On the second spot is Naomi Osaka, who won the 2018 US Open, defeating 23-time Grand Slam champ Williams. She has total earnings of USD 24.3 million.
Forbes said its earnings tally looks at prize money, salaries, bonuses, endorsements and appearance fees between June 2018 and 2019. There are 15 female athletes who made at least USD 5 million during that time period; for comparison roughly 1,300 male athletes will hit that mark this year. The top 15 earned a cumulative USD 146 million, compared with USD 130 million last year.
Williams and Osaka both earned more than twice as much as the third-highest-paid female athlete in the world, Angelique Kerber, who pulled in USD 11.8 million from tennis.

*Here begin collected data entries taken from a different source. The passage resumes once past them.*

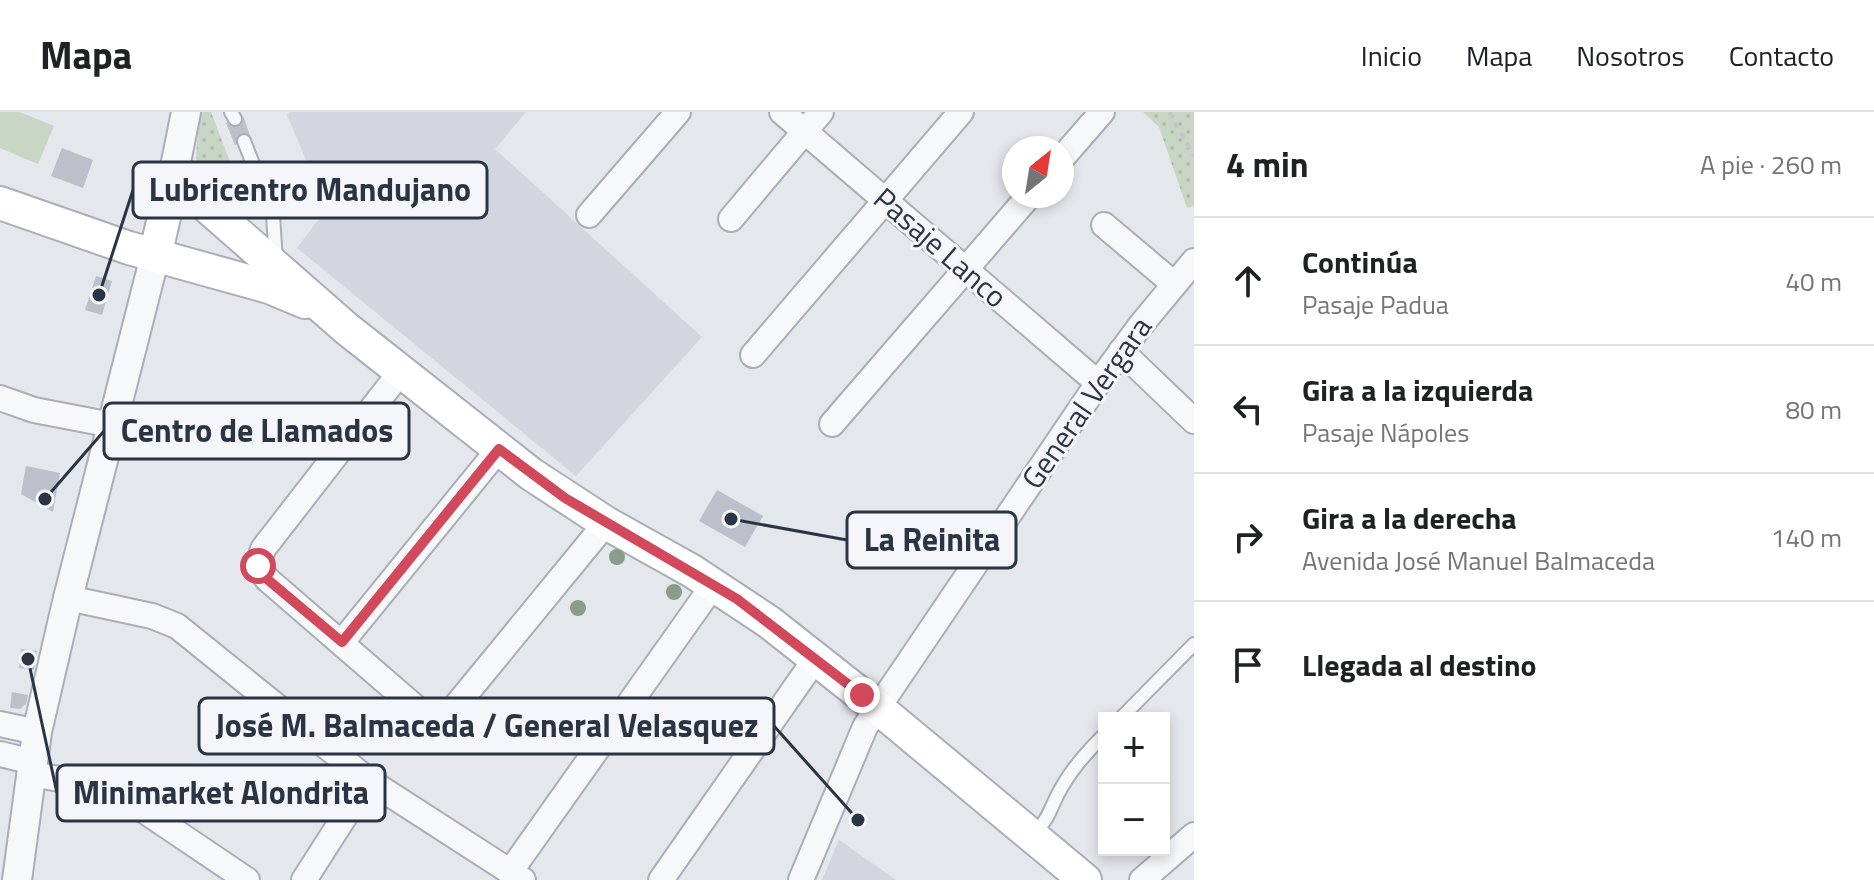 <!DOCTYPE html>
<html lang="es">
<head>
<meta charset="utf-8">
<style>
	:root { --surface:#fff; --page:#f6f6f6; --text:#202124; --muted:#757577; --line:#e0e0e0 }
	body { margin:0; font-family:"Titillium Web",sans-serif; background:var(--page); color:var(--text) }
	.controls { position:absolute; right:24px; bottom:24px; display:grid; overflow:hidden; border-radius:0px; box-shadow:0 4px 12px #0003 }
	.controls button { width:72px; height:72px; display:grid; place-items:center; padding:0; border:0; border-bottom:2px solid var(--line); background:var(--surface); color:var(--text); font:40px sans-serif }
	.compass { position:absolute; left:1002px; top:24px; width:72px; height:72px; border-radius:50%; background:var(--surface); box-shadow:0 4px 12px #0003; rotate:30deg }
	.stop { position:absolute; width:24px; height:24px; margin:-18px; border:6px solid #d1495b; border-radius:50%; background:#fff }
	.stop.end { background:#d1495b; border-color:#fff; box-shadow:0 2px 8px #0008 }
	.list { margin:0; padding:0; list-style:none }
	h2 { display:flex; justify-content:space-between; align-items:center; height:104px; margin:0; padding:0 32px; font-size:34px }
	h2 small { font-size:26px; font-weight:400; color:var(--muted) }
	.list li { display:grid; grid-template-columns:52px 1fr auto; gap:24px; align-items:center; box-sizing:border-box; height:128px; padding:0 32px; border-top:2px solid var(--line) }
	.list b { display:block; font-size:30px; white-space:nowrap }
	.list p { margin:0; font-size:26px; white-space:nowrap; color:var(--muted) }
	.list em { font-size:26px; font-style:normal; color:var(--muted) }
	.icon { flex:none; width:44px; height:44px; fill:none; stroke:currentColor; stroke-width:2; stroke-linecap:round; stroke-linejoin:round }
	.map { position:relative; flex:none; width:1194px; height:768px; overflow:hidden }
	header { display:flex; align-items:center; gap:48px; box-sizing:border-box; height:112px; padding:0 40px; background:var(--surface); border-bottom:2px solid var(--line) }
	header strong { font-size:38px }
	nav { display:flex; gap:44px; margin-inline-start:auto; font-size:28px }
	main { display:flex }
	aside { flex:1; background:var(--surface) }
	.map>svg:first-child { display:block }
	.built { fill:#d2d6de }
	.grass { fill:url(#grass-dots) }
	.garden { fill:#c9d6c5 }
	.building { fill:#bbc0ca }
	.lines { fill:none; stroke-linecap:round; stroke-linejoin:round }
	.service-casing { stroke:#a9aeb7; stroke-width:16 }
	.minor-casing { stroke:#a9aeb7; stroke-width:28 }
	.tertiary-casing { stroke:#a9aeb7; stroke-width:32 }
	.secondary-casing { stroke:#a9aeb7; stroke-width:36 }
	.path { stroke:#c2c5cb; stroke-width:4; stroke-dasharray:6 6; stroke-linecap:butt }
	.service { stroke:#f7f8fa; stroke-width:12 }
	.minor { stroke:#f7f8fa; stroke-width:24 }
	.tertiary { stroke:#f7f8fa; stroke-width:28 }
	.secondary { stroke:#fff; stroke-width:32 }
	.tree { fill:#899d89 }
	.route { stroke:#d1495b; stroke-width:10 }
	.labels { text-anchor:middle; stroke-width:6; stroke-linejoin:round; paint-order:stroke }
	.street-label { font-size:30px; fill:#2b3445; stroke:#f4f6f9 }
	.leader { fill:none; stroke:#2b3445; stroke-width:3 }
	.callout-dot { fill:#2b3445; stroke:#f4f6f9; stroke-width:3 }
	.callout { fill:#f4f6f9; stroke:#2b3445; stroke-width:3 }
	.callout-label { font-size:32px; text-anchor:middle; font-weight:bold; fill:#2b3445 }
</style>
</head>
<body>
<header>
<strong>Mapa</strong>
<nav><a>Inicio</a><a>Mapa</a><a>Nosotros</a><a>Contacto</a></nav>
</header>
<main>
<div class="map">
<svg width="1194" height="768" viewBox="0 0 1194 768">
	<defs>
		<pattern id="grass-dots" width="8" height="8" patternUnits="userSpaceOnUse" patternTransform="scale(2)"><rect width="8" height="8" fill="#c9d6c5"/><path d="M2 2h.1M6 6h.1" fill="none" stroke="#adb8ab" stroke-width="1.8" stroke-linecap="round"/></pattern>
	</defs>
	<rect width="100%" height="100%" fill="#e4e7ec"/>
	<!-- built -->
	<g class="built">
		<path d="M290,0H526L495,37L702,225L576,364L297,136L339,80L307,50L287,3Z"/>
		<path d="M839,728L896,768H822Z"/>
	</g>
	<!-- grass -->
	<g class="grass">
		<path d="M199,0H211L247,94L198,51L196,46Z"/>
		<path d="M1143,0H1194V94L1187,96L1159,15Z"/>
	</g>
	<!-- garden -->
	<path class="garden" d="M0,0H19L54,14L38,52L0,36Z"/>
	<!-- building -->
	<g class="building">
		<path d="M243,4L251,26L235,33L226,11Z"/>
		<path d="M62,36L93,48L83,76L51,64Z"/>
		<path d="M261,48L271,71L254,78L244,55Z"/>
		<path d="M96,164L112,169L102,203L85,198Z"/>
		<path d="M26,354L60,361L53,400L21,382Z"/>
		<path d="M717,378L763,404L745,435L699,409Z"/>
		<path d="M21,537L37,539L34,558L19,556Z"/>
		<path d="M12,580L28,583L26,592L20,597L10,596Z"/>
	</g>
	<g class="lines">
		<defs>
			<g id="service">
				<path d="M231,0L235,7"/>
				<path d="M244,29L253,52"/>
				<path d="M263,74L273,103L276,149"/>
				<path d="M1121,606L1194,532"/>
				<path d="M1034,721C1049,706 1048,702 1057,684C1069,660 1085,642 1104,623"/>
			</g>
			<g id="minor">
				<path d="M782,0L1098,271"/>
				<path d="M1062,46L1102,0"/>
				<path d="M589,103L678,0"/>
				<path d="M731,107L821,0"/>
				<path d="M1104,113L1174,172"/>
				<path d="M1121,239L1194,309"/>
				<path d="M753,243L961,0"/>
				<path d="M402,258L263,437L258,454L267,467L430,608L442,611L606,411"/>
				<path d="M0,286L34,298L112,313"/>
				<path d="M832,312L1029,84"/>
				<path d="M68,486L152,504L177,514L368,668L523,768"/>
				<path d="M342,530L499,337"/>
				<path d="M0,612L37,620"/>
				<path d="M0,642L33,650"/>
				<path d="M32,662L92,673L121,683L247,768"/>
				<path d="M510,760L714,472"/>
				<path d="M304,768L368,668"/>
				<path d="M661,768L816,546"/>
				<path d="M801,768L865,615L1098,271L1140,214L1194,149"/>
				<path d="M1142,768L1194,723"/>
			</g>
			<g id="tertiary">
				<path d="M171,75L186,0"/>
				<path d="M17,768L37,620L68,486L155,144"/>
			</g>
			<g id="secondary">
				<path d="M0,91L129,136L269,175L305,190"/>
				<path d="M155,144L171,75L203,91L347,217L531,362L606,411L692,459L769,510L878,596L1085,768"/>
			</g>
		</defs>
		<!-- service casing -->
		<use href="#service" class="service-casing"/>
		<!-- minor casing -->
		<use href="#minor" class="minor-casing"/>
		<!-- tertiary casing -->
		<use href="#tertiary" class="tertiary-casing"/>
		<!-- secondary casing -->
		<use href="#secondary" class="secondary-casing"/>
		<!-- path -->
		<path class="path" d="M1169,0L1194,44"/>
		<!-- service -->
		<use href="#service" class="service"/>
		<!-- minor -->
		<use href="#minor" class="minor"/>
		<!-- tertiary -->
		<use href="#tertiary" class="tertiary"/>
		<!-- secondary -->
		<use href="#secondary" class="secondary"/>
	</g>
	<!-- trees -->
	<g class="tree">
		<circle cx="617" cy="445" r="8"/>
		<circle cx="674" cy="480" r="8"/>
		<circle cx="578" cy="496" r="8"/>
	</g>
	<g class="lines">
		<!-- route -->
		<path class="route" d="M258,454L267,467L342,530L499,337L565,386L737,487L862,583"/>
	</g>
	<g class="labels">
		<!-- street labels -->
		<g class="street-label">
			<text transform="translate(940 136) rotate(41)" y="10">Pasaje Lanco</text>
			<text transform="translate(1087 291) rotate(-55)" y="10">General Vergara</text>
		</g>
	</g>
	<!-- callouts -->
	<path class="leader" d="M99 183L133 78M45 387L104 319M731 407L847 428M858 708L774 614M28 547L57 681"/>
	<g class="callout-dot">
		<circle cx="99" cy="183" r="8"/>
		<circle cx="45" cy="387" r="8"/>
		<circle cx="731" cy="407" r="8"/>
		<circle cx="858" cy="708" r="8"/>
		<circle cx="28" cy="547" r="8"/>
	</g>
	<g class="callout">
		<rect x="133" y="50" width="354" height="56" rx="8"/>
		<rect x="104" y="291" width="305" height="56" rx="8"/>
		<rect x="847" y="400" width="169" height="56" rx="8"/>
		<rect x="199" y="586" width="575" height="56" rx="8"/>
		<rect x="57" y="653" width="328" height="56" rx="8"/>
	</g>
	<g class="callout-label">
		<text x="310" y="89">Lubricentro Mandujano</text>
		<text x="257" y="330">Centro de Llamados</text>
		<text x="932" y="439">La Reinita</text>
		<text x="487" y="625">José M. Balmaceda / General Velasquez</text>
		<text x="221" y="692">Minimarket Alondrita</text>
	</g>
</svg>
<div class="controls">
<button>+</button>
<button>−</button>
</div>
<svg class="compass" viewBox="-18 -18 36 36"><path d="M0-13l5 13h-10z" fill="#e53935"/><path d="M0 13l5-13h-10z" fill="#757577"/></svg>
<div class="stop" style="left:258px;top:454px"></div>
<div class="stop end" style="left:862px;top:583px"></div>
</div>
<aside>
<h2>4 min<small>A pie · 260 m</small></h2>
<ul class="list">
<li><svg class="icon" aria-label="ahead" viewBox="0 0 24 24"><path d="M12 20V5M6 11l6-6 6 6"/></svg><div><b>Continúa</b><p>Pasaje Padua</p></div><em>40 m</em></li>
<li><svg class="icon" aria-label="left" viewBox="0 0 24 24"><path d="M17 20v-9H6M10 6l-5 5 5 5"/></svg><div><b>Gira a la izquierda</b><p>Pasaje Nápoles</p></div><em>80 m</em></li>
<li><svg class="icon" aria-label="right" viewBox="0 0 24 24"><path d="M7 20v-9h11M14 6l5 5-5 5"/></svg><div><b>Gira a la derecha</b><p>Avenida José Manuel Balmaceda</p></div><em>140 m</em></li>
<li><svg class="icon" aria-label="arrive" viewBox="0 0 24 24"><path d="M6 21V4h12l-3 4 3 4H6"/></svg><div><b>Llegada al destino</b></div></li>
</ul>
</aside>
</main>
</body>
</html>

Forbes added that tennis remains the “most surefire” way for female athletes to make millions of dollars. Female athletes in soccer, basketball and softball earn salaries of pennies on the dollar compared with their male counterparts.
Despite the playing salary gap in team sports, marketing opportunities have opened up in recent years for female athletes thanks to the growth of social media platforms, according to Dan Levy, who heads up the Olympics and female athletes divisions at Wasserman.
“Pro athletes now have a way to connect with their fans that doesn’t rely on network TV to build a fan base and connectivity to the consumers that brands want to reach,” Levy says. “That change alone has helped women become much more powerful in the sports marketing world.”